## EXERCISE MATERIALS:
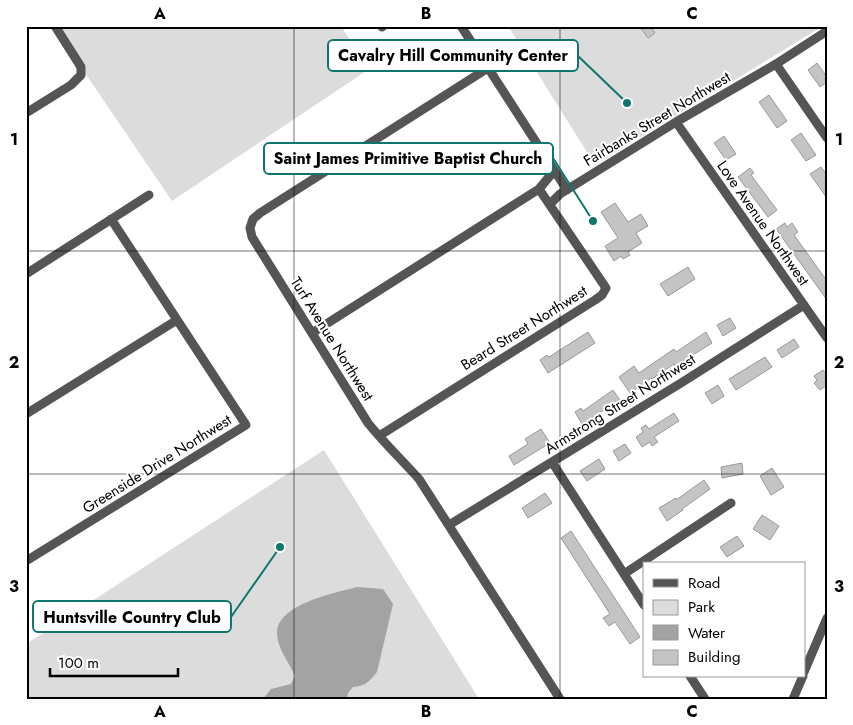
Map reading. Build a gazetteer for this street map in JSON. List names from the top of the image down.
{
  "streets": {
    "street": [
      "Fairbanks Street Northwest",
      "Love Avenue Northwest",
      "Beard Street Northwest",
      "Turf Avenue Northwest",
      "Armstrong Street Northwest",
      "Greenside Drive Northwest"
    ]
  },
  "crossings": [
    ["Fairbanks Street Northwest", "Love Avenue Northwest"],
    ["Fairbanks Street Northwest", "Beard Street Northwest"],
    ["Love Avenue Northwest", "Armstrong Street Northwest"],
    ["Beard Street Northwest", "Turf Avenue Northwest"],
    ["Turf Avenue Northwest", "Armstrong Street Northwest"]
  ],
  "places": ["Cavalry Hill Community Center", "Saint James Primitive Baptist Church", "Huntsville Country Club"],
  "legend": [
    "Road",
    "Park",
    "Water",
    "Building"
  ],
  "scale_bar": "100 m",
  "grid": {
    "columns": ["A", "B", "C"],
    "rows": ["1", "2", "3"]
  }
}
---
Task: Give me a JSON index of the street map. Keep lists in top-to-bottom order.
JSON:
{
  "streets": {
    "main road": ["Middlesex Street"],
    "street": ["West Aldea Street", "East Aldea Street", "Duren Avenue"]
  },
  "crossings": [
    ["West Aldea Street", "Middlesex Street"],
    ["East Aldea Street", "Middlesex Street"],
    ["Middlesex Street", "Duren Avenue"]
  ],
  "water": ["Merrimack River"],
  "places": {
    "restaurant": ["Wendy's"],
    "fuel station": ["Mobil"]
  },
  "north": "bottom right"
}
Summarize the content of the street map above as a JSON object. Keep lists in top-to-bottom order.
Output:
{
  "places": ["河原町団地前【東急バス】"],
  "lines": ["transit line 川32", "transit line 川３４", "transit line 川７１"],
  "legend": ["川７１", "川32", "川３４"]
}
--
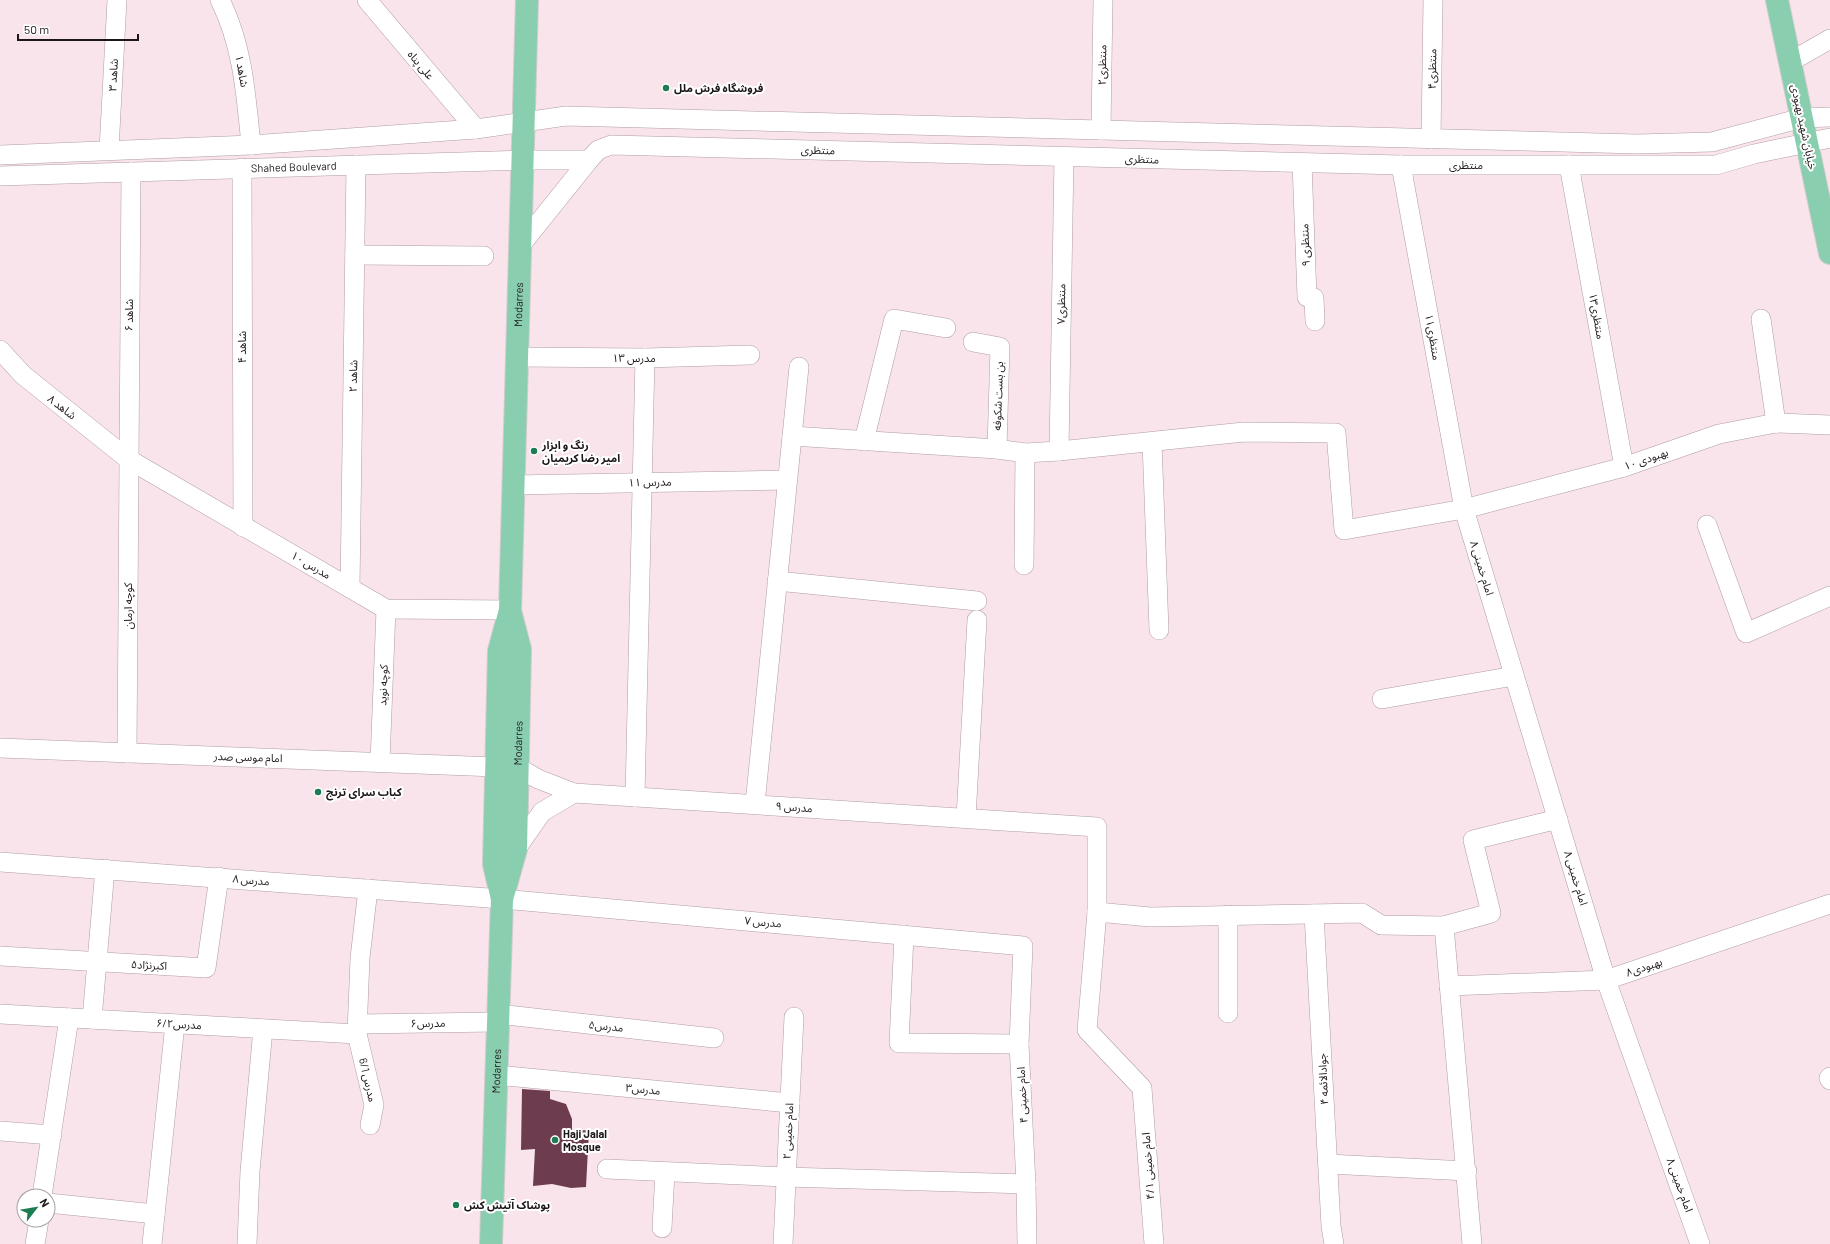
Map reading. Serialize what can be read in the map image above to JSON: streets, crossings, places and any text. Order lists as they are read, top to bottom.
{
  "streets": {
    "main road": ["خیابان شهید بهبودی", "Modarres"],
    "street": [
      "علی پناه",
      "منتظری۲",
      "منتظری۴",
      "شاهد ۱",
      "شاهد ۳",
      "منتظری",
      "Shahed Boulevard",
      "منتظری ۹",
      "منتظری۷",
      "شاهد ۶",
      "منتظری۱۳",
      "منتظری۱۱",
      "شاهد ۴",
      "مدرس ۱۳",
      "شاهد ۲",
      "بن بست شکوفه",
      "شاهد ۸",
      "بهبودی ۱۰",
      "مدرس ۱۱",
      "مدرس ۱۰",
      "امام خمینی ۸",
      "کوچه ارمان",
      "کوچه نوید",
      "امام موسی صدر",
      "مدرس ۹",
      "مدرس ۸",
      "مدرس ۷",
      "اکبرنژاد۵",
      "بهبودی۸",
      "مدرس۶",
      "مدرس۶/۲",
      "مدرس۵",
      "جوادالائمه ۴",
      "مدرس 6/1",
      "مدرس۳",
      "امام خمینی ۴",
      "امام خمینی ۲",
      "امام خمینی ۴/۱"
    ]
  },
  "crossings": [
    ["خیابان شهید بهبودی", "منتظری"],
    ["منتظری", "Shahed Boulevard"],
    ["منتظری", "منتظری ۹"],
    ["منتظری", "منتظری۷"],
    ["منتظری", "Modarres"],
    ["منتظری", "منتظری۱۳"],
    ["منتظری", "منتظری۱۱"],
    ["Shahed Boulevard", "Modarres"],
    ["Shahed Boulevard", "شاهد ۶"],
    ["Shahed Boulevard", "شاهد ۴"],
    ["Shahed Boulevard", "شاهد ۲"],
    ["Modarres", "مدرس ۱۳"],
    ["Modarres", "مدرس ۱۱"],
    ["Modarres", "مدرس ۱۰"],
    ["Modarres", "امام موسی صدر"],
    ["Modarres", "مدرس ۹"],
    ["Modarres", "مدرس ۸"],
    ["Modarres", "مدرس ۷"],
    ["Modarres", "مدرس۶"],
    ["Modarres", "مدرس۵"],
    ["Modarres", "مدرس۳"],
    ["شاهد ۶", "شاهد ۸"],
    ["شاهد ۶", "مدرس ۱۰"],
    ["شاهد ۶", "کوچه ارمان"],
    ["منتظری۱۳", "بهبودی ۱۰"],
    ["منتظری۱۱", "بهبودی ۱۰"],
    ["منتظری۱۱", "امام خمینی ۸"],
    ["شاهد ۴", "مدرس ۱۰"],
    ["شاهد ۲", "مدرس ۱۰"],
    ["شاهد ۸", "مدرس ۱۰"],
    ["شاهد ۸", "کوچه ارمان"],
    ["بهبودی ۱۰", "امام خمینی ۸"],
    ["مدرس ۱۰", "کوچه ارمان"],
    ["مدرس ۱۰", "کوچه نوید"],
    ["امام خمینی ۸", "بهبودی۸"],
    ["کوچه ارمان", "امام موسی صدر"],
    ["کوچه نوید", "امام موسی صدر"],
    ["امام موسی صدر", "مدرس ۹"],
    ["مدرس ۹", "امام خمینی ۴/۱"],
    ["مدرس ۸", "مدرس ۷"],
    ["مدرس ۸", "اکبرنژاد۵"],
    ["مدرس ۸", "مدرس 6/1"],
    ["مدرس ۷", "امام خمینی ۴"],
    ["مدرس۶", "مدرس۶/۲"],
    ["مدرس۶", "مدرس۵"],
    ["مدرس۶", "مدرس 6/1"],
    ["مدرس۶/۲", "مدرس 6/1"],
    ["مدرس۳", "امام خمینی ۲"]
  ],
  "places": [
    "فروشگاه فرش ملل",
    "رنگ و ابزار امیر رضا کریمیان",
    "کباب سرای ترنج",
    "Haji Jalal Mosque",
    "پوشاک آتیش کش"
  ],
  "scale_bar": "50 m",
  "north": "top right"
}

## WORK ITEM:
Above are some records; copy each line there that contains "Keep".

## SOLUTION FOR THIS EXERCISE:
Task: Give me a JSON index of the street map. Keep lists in top-to-bottom order.
Summarize the content of the street map above as a JSON object. Keep lists in top-to-bottom order.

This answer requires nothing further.